Fino a che la disgrazia, il dolore, non ci toccano, pensiamo ad altro. A noi quelle cose non succedono.
Una cinquantina d’anni fa un musicista e poeta americano chiamato Phil Ochs scrisse una canzone che forse pochi conoscono e che a me è rimasta sotto la pelle come un ammonimento. “There
but for Fortune”: è solo per fortuna. Se noi non siamo ammalati, se non abbiamo avuto la debolezza di cadere nell’inferno dell’alcool e della droga, se non siamo costretti a cercare nei cassonetti dell’immondizia per mangiare qualcosa, se non dormiamo sotto la pioggia, se siamo capitati a nascere in una famiglia per bene, se non siamo nati e vissuti in tempo e zona di guerra, se non siamo mai stati toccati da torture, pensateci: non è merito nostro. Pensateci: è solo per caso.
Che cosa c’è nella testa e nel cuore di chi il caso ha scelto, meglio: ha colpito, per un destino diverso è impossibile da indovinare. Noi? La sola cosa saggia è quella di non condannare dall’alto della fortuna.
Qualche anno fa, timidamente e per interposta persona per non ledere la mia presunta sensibilità, io fui avvicinato da lontano da Mimmo Critelli, una di quelle persone che la fortuna non l’hanno avuta: un ergastolano. Un uomo che stava pagando ad un prezzo carissimo forse per colpe non sue. Forse qualcuna. Forse non tutte. Forse nessuna.
Mimmo era chiuso da tempo immemorabile con lucchetti e catenacci in una stanzetta con le inferriate a Voghera e a me non disse nulla del perché.
Chi pensa che Mimmo mi avesse cercato per succhiare qualcosa da me come fanno in tanti, avrebbe estrapolato, magari, su se stesso e avrebbe sbagliato: Mimmo mi voleva dare qualcosa. E non solo a me, ma a quel mondo che lo aveva rifiutato. Giustamente? Chissà.

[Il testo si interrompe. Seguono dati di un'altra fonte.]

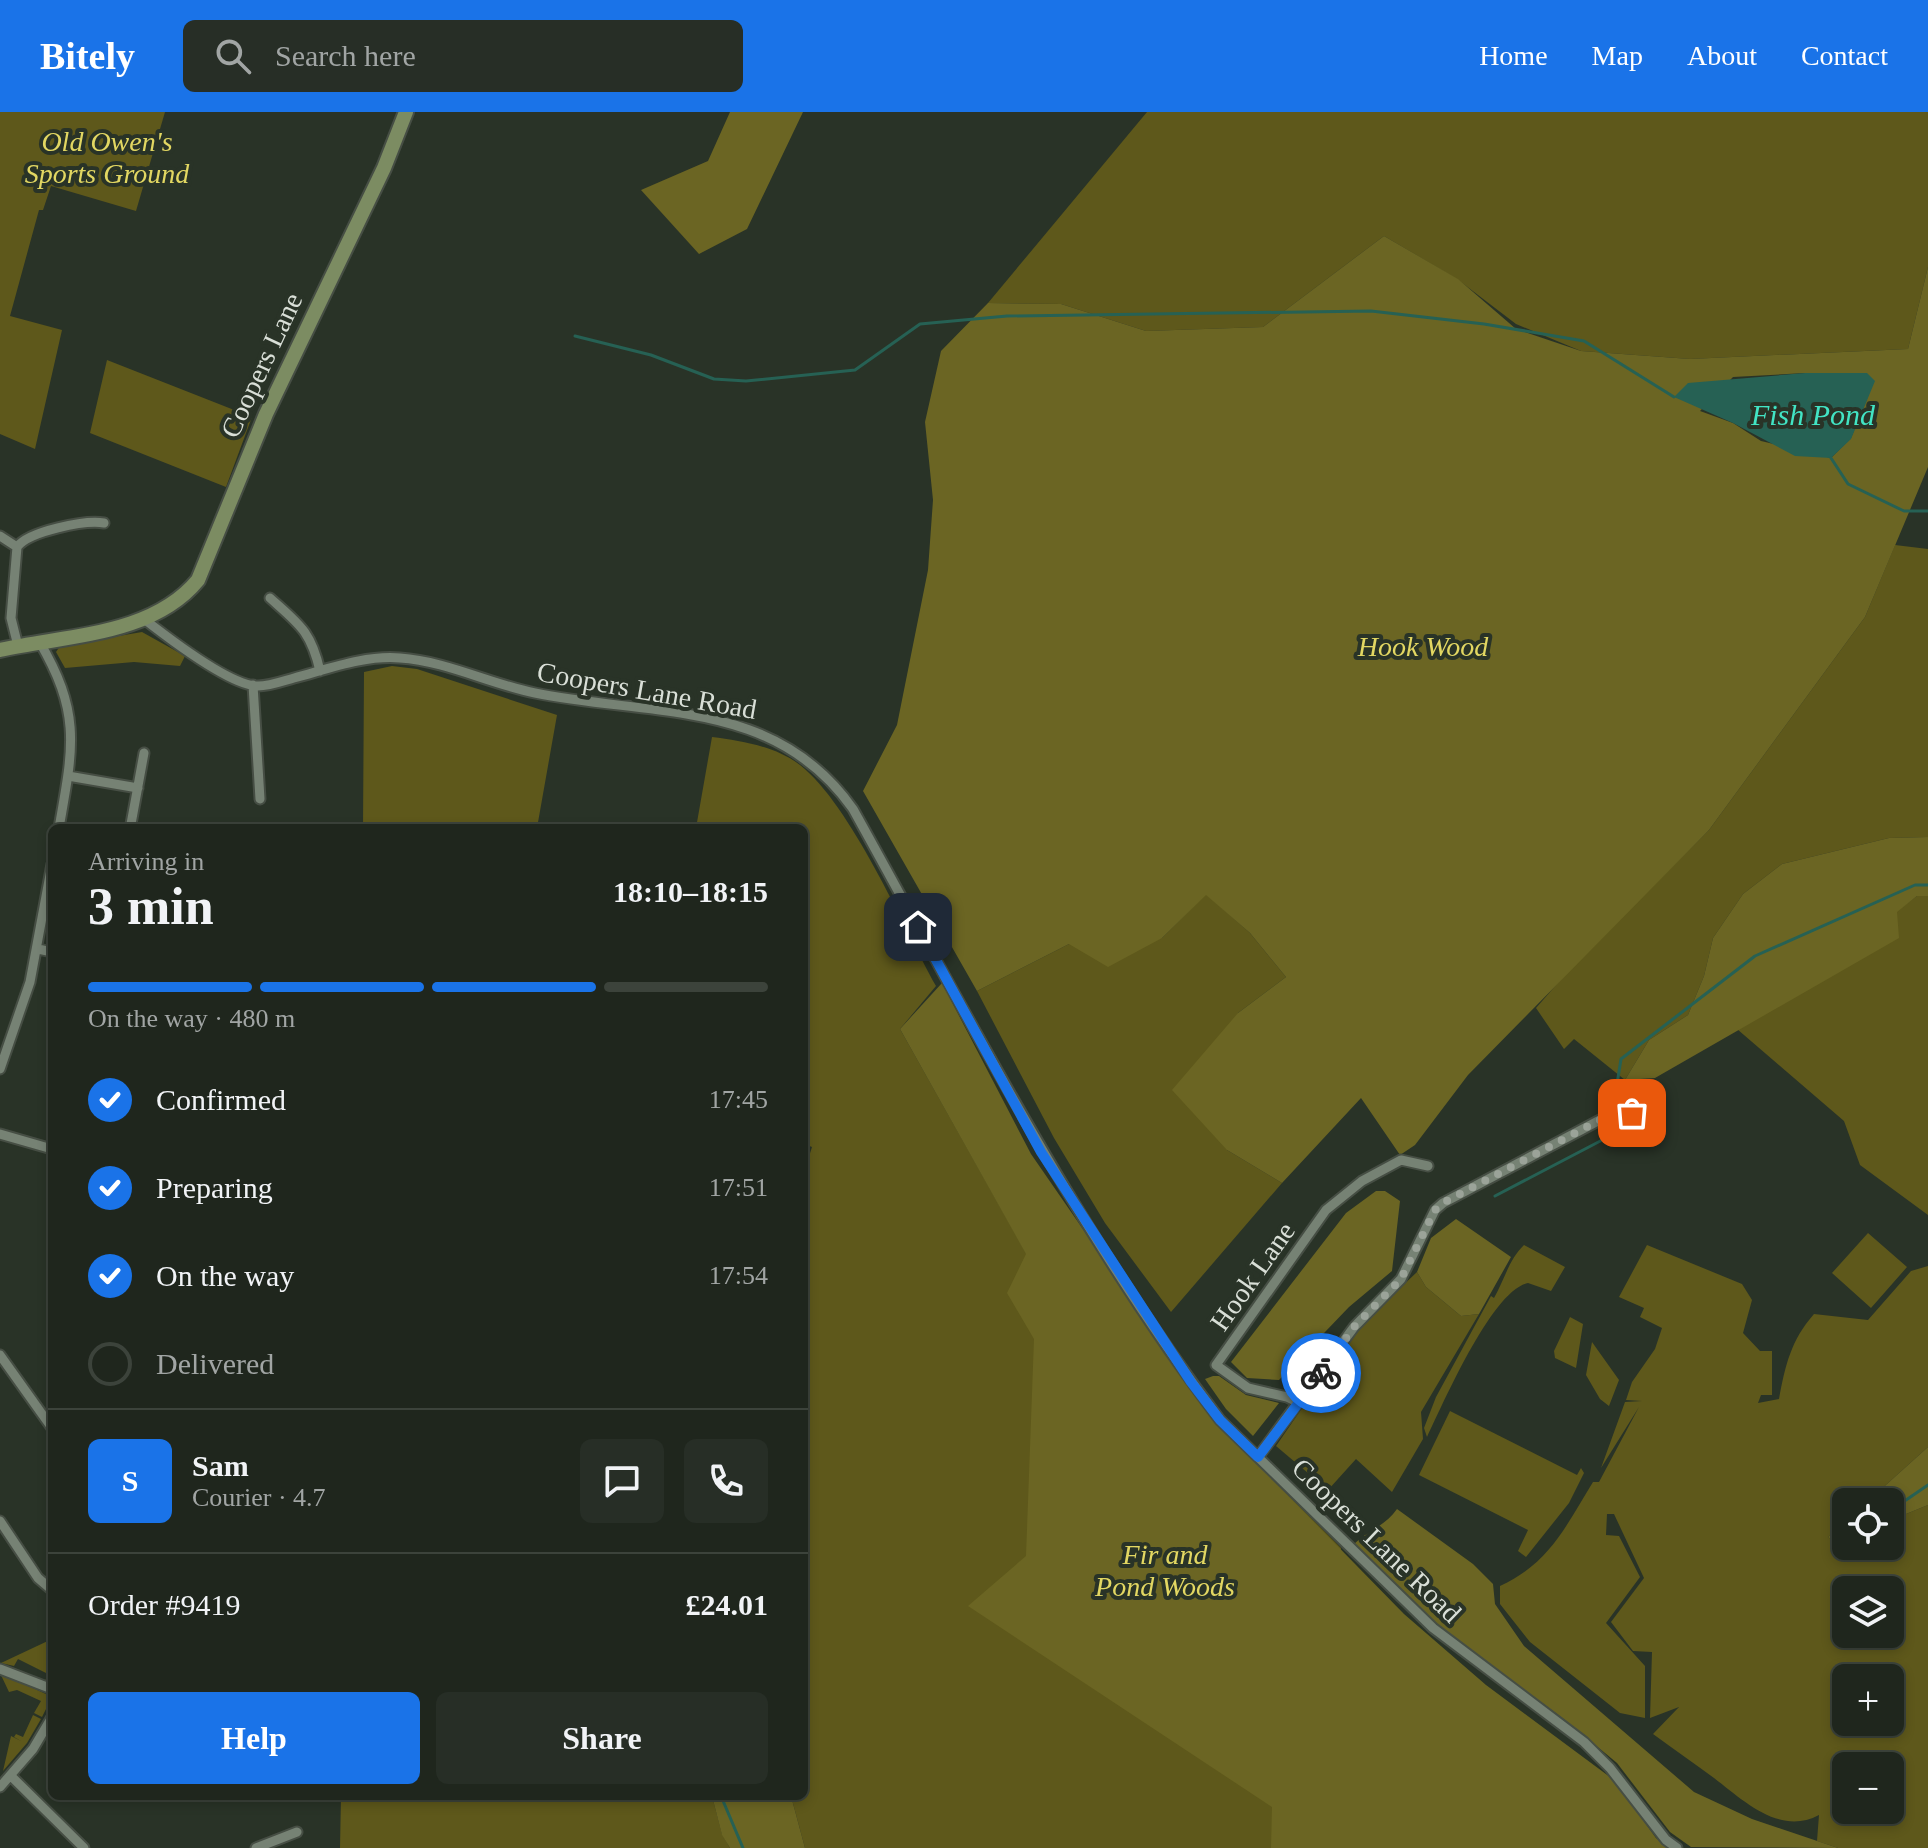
<!DOCTYPE html>
<html lang="en">
<head>
<meta charset="utf-8">
<style>
  :root { --surface:#1f261d; --page:#272e26; --text:#f1f3f6; --muted:#a1a5a4; --line:#3c433b; --accent:#1a73e8 }
  body { margin:0; font-family:Georgia,serif; background:var(--page); color:var(--text); height:100vh; display:flex; flex-direction:column; font-size:30px; white-space:nowrap }
  * { box-sizing:border-box; margin:0 }
  p { font-size:26px; color:var(--muted) }
  .icon { flex:none; width:44px; height:44px; fill:none; stroke:currentColor; stroke-width:2; stroke-linecap:round; stroke-linejoin:round }
  .map { position:relative; flex:1; overflow:hidden }
  .sheet { position:absolute; left:48px; top:712px; width:760px; height:976px; display:flex; flex-direction:column; background:var(--surface); border-radius:12px; box-shadow:0 4px 12px #0003,0 0 0 2px var(--line) }
  .sheet>* { flex:none }
  .tools { position:absolute; left:1832px; top:1376px; display:grid; gap:16px }
  .tools a { display:grid; place-items:center; width:72px; height:72px; border-radius:12px; background:var(--surface); box-shadow:0 4px 12px #0003,0 0 0 2px var(--line); font-size:40px }
  .pin { position:absolute; display:grid; place-items:center; width:68px; height:68px; color:#fff; margin:-34px; border-radius:16px; box-shadow:0 4px 12px #0006 }
  .courier { position:absolute; display:grid; place-items:center; width:80px; height:80px; margin:-40px; border:6px solid #1a73e8; border-radius:50%; background:#fff; color:#222; box-shadow:0 2px 10px #0007 }
  .headline em { font-style:normal; font-weight:700 }
  .headline div { display:flex; flex-direction:column-reverse }
  .headline { display:flex; align-items:center; justify-content:space-between; height:136px; padding:0 40px }
  h1 { font-size:52px; font-weight:700; line-height:60px }
  .bar { display:grid; grid-template-columns:repeat(4,1fr); gap:12px 8px; align-content:center; height:96px; padding:0 40px }
  .bar i { height:10px; border-radius:6px; background:var(--line) }
  .bar .current { background:var(--accent) }
  .bar p { grid-column:span 4 }
  .line { display:flex; align-items:center; gap:20px; padding:0 40px; border-top:2px solid var(--line) }
  .line div { flex:1 }
  .round { display:grid; place-items:center; flex:none; width:84px; height:84px; border-radius:12px; background:var(--page) }
  ol { padding:0 40px; list-style:none }
  li { display:flex; align-items:center; gap:24px; height:88px }
  li p { margin-inline-start:auto }
  li .icon { padding:8px; border-radius:50%; background:var(--accent); color:#fff; stroke-width:4 }
  li:last-child { color:var(--muted) }
  li i { width:44px; height:44px; border:4px solid var(--line); border-radius:50% }
  .action { display:flex; gap:16px; margin-top:auto; padding:16px 40px }
  .action a { flex:1; height:92px; border-radius:12px; background:var(--accent); color:#fff; font-size:32px; font-weight:700; line-height:92px; text-align:center }
  .action a+a { background:var(--page); color:var(--text) }
  header { display:flex; align-items:center; gap:48px; box-sizing:border-box; height:112px; padding:0 40px; background:var(--accent); color:#fff }
  header strong { font-size:38px }
  nav { display:flex; gap:44px; margin-inline-start:auto; font-size:28px }
  .search { width:560px; height:72px; background:var(--page); display:flex; align-items:center; gap:20px; box-sizing:border-box; padding:0 28px; border-radius:12px; color:var(--muted); font-size:30px }
  .map>svg:first-child { display:block }
  .green { fill:#5e581b; fill-rule:evenodd }
  .forest { fill:#6b6523; fill-rule:evenodd }
  .water { fill:#266154 }
  .lines { fill:none; stroke-linecap:round; stroke-linejoin:round }
  .stream { stroke:#266154; stroke-width:3 }
  .minor-casing { stroke:#464e44; stroke-width:13 }
  .secondary-casing { stroke:#464e44; stroke-width:18 }
  .minor { stroke:#768274; stroke-width:9 }
  .secondary { stroke:#7c8c62; stroke-width:14 }
  .done { stroke:#9ba399; stroke-width:8; stroke-dasharray:0 14.4 }
  .route { stroke:#1a73e8; stroke-width:10 }
  .labels { text-anchor:middle; stroke-width:8; stroke-linejoin:round; paint-order:stroke }
  .park-label { font-size:28px; font-style:italic; fill:#e2d762; stroke:#293327 }
  .street-label { font-size:28px; fill:#d9dfd7; stroke:#293327 }
  .water-label { font-size:30px; font-style:italic; fill:#42e4c4; stroke:#293327 }
</style>
</head>
<body>
<header>
<strong>Bitely</strong>
<div class="search"><svg class="icon" aria-label="search" viewBox="0 0 24 24"><circle cx="10" cy="10" r="6"/><path d="M15 15l6 6"/></svg>Search here</div>
<nav><a>Home</a><a>Map</a><a>About</a><a>Contact</a></nav>
</header>
<div class="map">
<svg width="1928" height="1736" viewBox="0 0 1928 1736">
  <rect width="100%" height="100%" fill="#293327"/>
  <path class="green" d="M0,0h165l-29,99 -85,-25 -8,24h-4l-29,106 52,14 -27,119 -35,-15z
    M1147,0h781v155l-20,82 -218,10 -109,-8 -65,-27 -59,-45 -73,-43 -121,91 -117,4 -85,-27 -73,-1z
    M107,248l145,57 -26,70 -136,-54z
    M1895,433l33,4v288l-39,1 -107,26 -39,30 -30,44 -9,38 -16,39 -39,25 -24,40 -51,-41 -10,10 -28,-41 42,-48 131,-130 156,-213z
    M142,520l43,24 -5,10 -46,-4 -69,6 -9,-16 4,-6z
    M392,554l25,3 140,46 -20,113h-174l1,-156z
    M712,625c30,4 63,9 88,28 51,40 103,161 136,221l-36,43 126,224 153,118 38,52 124,125 14,300h-550l-14,-52h13v-624l8,-25 -8,-3v-316h-108z
    M1206,782l44,39 36,44 -48,36 -11,137 55,33 -111,129 -66,-89 -51,-85 -77,-147 92,-47 93,-6z
    M1917,784h11v319l-68,-50 -16,-44 -107,-92z
    M1868,1121l39,34 -36,41 -39,-35z
    M1524,1133l41,22 -14,24 -23,-8c-36,7 -85,121 -101,154l-3,-9 12,-31 55,-101 3,2c10,-17 15,-39 30,-53z
    M1647,1133l95,39 10,16 -9,33 17,18h12v44h-11l-3,8 21,-4c6,-33 12,-59 35,-85l54,6 43,-49 17,-5v181l-61,55h-21v19l-18,16 28,21 13,-12h21v-18l16,-14 22,-9v343h-90l-21,-7 2,-26c-39,21 -75,-14 -105,-37 -20,-15 -41,-29 -61,-44l26,-27 -29,11 2,-66 -19,-1 -22,-29 33,-44 -30,-64h-7l-1,21 13,1 21,41 -34,46 39,43v52l-25,-5 -90,-71 -30,-38v-18c50,-23 65,-59 93,-104h6l40,-75 -38,61 24,-66 17,-1 -16,-1 6,-18 23,-33 7,-21 -22,-11 4,-9 -25,-11zM1846,1478h44v44h-44zM1846,1566h44v44h-44zM1846,1654h44v44h-44z
    M1417,1160l9,15 35,29 18,-2 -58,98 2,27 -31,53 -36,-33 -28,31 -52,-44 79,-115z
    M1570,1205l13,7 -7,44 -21,-10 -1,-7z
    M1592,1230l27,38 -10,26 -9,-7 -14,-24z
    M1450,1299l127,64 4,-7 3,5 -15,30 -43,54 -8,-6 10,-21 -109,-55z
    M52,1527v44l-7,-2 3,-7 -30,-15 -4,7 -13,-3z
    M0,1561l46,21 2,11 -6,12 -8,-4 7,-12 -24,-11 -8,2z
    M33,1603l8,4 -14,24 -24,28 8,-35 10,5 -7,-4 2,-3 7,3z
    M341,1684h371l10,38 8,14h-390z"/>
  <path class="forest" d="M730,0h73l-56,117 -48,25 -58,-64 67,-29z
    M1384,124l74,43 58,50 65,22 109,8 218,-10 20,-82v200l-63,150 -156,213 -241,245 -53,70 -15,10 -39,-57 -79,85 -55,-33 -55,-60 66,-77 48,-36 -36,-44 -44,-38 -44,43 -54,29 -39,-23 -92,47 -114,-200 34,-66 31,-155 5,-70 -8,-78 16,-71 47,-48 73,1 85,27 117,-4zM1805,261l69,8 -23,57 -20,20 -70,-17 -28,-18 -33,-12 33,-34z
    M1928,725v59h-11l-20,16 2,26 -244,140 -30,2 24,-40 39,-25 16,-39 9,-38 30,-44 39,-30 107,-26z
    M942,871l89,171 186,269 187,191 82,71 128,95 42,58 13,10h-398l1,-41 -304,-201 58,-50 8,-217 -27,-46 19,-39 -126,-225z
    M1376,1079h9l15,10 -8,70 -43,36 -70,73 -32,-2 -16,-16 115,-149z
    M1456,1107l55,38 -32,57 -18,2 -35,-29 -9,-15 14,-34z
    M1213,1264h6l27,19 33,8 -26,33 -27,-27 -21,-30z
    M1928,1335v58l-22,9 -16,14v-26h-23z
    M1397,1397l76,55 20,20 2,20 29,42 170,146 58,27 86,29 -147,-1 -21,-15 -53,-69 -52,-43 -129,-95 -82,-81c15,-14 31,-18 43,-35z
    M1846,1409v25h23l-14,12 -27,-21z
    M712,1684h79l14,52h-75l-8,-13z"/>
  <path class="water" d="M1805,261h62l8,8 -24,58 -20,19 -36,-2 -62,-33 -59,-26 14,-14z"/>
  <g class="lines">
    <path class="stream" d="M575,224l76,19 63,24 32,2 109,-11 65,-46 87,-8 364,-5 113,13 100,17 90,56
      M1831,346l17,26 56,27h24
      M1613,997l8,-50 134,-103 160,-71h13
      M1495,1084l113,-59 3,-21
      M1890,1399l38,-26
      M721,1684l22,52"/>
    <g class="minor-casing">
      <path id="minor" d="M0,424l17,11
        M270,486c29,26 41,33 50,73
        M144,507c23,18 86,67 114,67 12,0 25,-5 36,-8 34,-9 71,-23 106,-20 46,3 90,26 135,35 118,24 240,5 318,116 115,207 223,421 367,611l213,208 151,114 26,26 56,72 11,8
        M39,529c43,73 34,107 20,187
        M18,534l-7,-28 6,-71c12,-16 68,-27 87,-24
        M253,573l7,114
        M68,664l70,12
        M131,712l13,-71
        M38,837l14,3
        M0,957l30,-87 22,-118
        M0,1022l52,15
        M0,1243l52,73
        M1299,1291l-12,-6 -39,-9 -32,-23 110,-155 36,-29 39,-21 27,6
        M1258,1345l96,-130 47,-48 34,-69 8,-7 172,-91 17,1 16,7
        M0,1409l38,57 14,12
        M0,1557l52,20
        M12,1665l72,71
        M0,1675l33,-38 19,-32
        M256,1736l41,-16"/>
    </g>
    <g class="secondary-casing">
      <path id="secondary" d="M0,538c66,-15 152,-14 198,-70l68,-166 118,-246 22,-56"/>
    </g>
    <use href="#minor" class="minor"/>
    <use href="#secondary" class="secondary"/>
  </g>
  <g class="lines">
    <path class="done" d="M1321,1261l33,-46 47,-48 34,-69 8,-7 172,-91 17,1"/>
    <path class="route" d="M918,815l123,225 150,230 29,38 38,37 63,-84"/>
  </g>
  <g class="labels">
    <g class="park-label">
      <text x="107" y="39">Old Owen's<tspan x="107" dy="32">Sports Ground</tspan></text>
      <text x="1423" y="544">Hook Wood</text>
      <text x="1165" y="1452">Fir and<tspan x="1165" dy="32">Pond Woods</tspan></text>
    </g>
    <g class="street-label">
      <text transform="translate(261 253) rotate(-65)" y="10">Coopers Lane</text>
      <text transform="translate(647 578) rotate(10)" y="10">Coopers Lane Road</text>
      <text transform="translate(1252 1164) rotate(-55)" y="10">Hook Lane</text>
      <text transform="translate(1377 1428) rotate(44)" y="10">Coopers Lane Road</text>
    </g>
    <g class="water-label">
      <text x="1813" y="313">Fish Pond</text>
    </g>
  </g>
</svg>
<div class="tools">
<a><svg class="icon" aria-label="locate" viewBox="0 0 24 24"><circle cx="12" cy="12" r="6"/><path d="M12 2v4M12 18v4M2 12h4M18 12h4"/></svg></a>
<a><svg class="icon" aria-label="layers" viewBox="0 0 24 24"><path d="M12 4l9 5-9 5-9-5zM3 14l9 5 9-5"/></svg></a>
<a>+</a>
<a>−</a>
</div>
<div class="pin" style="left:1632px;top:1001px;background:#ea580c"><svg class="icon" aria-label="bag" viewBox="0 0 24 24"><path d="M5 8h14l-1 12H6zM9 8a3 3 0 0 1 6 0"/></svg></div>
<div class="pin" style="left:918px;top:815px;background:#1f2937"><svg class="icon" aria-label="home" viewBox="0 0 24 24"><path d="M3 11l9-7 9 7M6 9v11h12V9"/></svg></div>
<div class="courier" style="left:1321px;top:1261px"><svg class="icon" aria-label="bike" viewBox="0 0 24 24"><circle cx="6" cy="16" r="4"/><circle cx="18" cy="16" r="4"/><path d="M6 16l4-8h5l3 8M10 8l3 8H6M13 5h3"/></svg></div>
<section class="sheet">
<div class="headline"><div><h1>3 min</h1><p>Arriving in</p></div><em>18:10–18:15</em></div>
<div class="bar"><i class="current"></i><i class="current"></i><i class="current"></i><i></i><p>On the way · 480 m</p></div>
<ol>
<li><svg class="icon" aria-label="check" viewBox="0 0 24 24"><path d="M5 12l5 5 9-10"/></svg>Confirmed<p>17:45</p></li>
<li><svg class="icon" aria-label="check" viewBox="0 0 24 24"><path d="M5 12l5 5 9-10"/></svg>Preparing<p>17:51</p></li>
<li><svg class="icon" aria-label="check" viewBox="0 0 24 24"><path d="M5 12l5 5 9-10"/></svg>On the way<p>17:54</p></li>
<li><i></i>Delivered</li>
</ol>
<div class="line" style="height:144px"><b class="round" style="background:var(--accent);color:#fff">S</b><div><b>Sam</b><p>Courier · 4.7</p></div><a class="round"><svg class="icon" aria-label="chat" viewBox="0 0 24 24"><path d="M4 5h16v11H9l-5 4z"/></svg></a><a class="round"><svg class="icon" aria-label="phone" viewBox="0 0 24 24"><path d="M5 4h4l2 5-3 2q2 4 5 5l2-3 5 2v4C11 20 4 13 5 4z"/></svg></a></div>
<div class="line" style="height:104px"><div>Order #9419</div><b>£24.01</b></div>
<div class="action"><a>Help</a><a>Share</a></div>
</section>
</div>
</body>
</html>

Mimmo aveva scritto un libro di poesie e lo aveva intitolato Opera d’Amore. Erano poesie delicatissime, qualcosa che nulla aveva a che vedere con il truce ergastolano dell’iconografia popolar-salottiera. Il libro era stato pubblicato e Mimmo voleva che tutti i guadagni andassero alla ricerca che noi conduciamo perché il turpe ergastolano non sopportava che qualcuno soffrisse. Il microscopio sottratto togliendo anche la speranza a chi schiattava di malattie orrende? Un atto così abominevole non è qualcosa che lui, il galeotto, avrebbe mai commesso. Quella è roba che si può fare solo se il cuore non c’è più o non c’è mai stato.
E, allora, via alle vendite del libro. Copie vendute? Intorno a zero. Zero perché solo chi non ha niente da fare legge poesie. Di un ergastolano, poi…! È per le ricerche di cui pretendiamo strillando i risultati recapitati mentre piagnucoliamo su noi stessi senza muovere un dito? Scusa ma non ho tempo: ripassa un’altra volta. Ora accendo la TV perché c’è Il Grande Fratello e poi vado su Internet e leggo le parole di fuoco non scritte ma firmate da un comico trasformato per uno scherzo della fortuna in maestro di pensiero.
Ora Mimmo è morto. La sorte aveva giocato abbastanza con lui e Mimmo non c’è più. Ora è solo per fortuna che Mimmo non vede più quanto repellente è il mondo.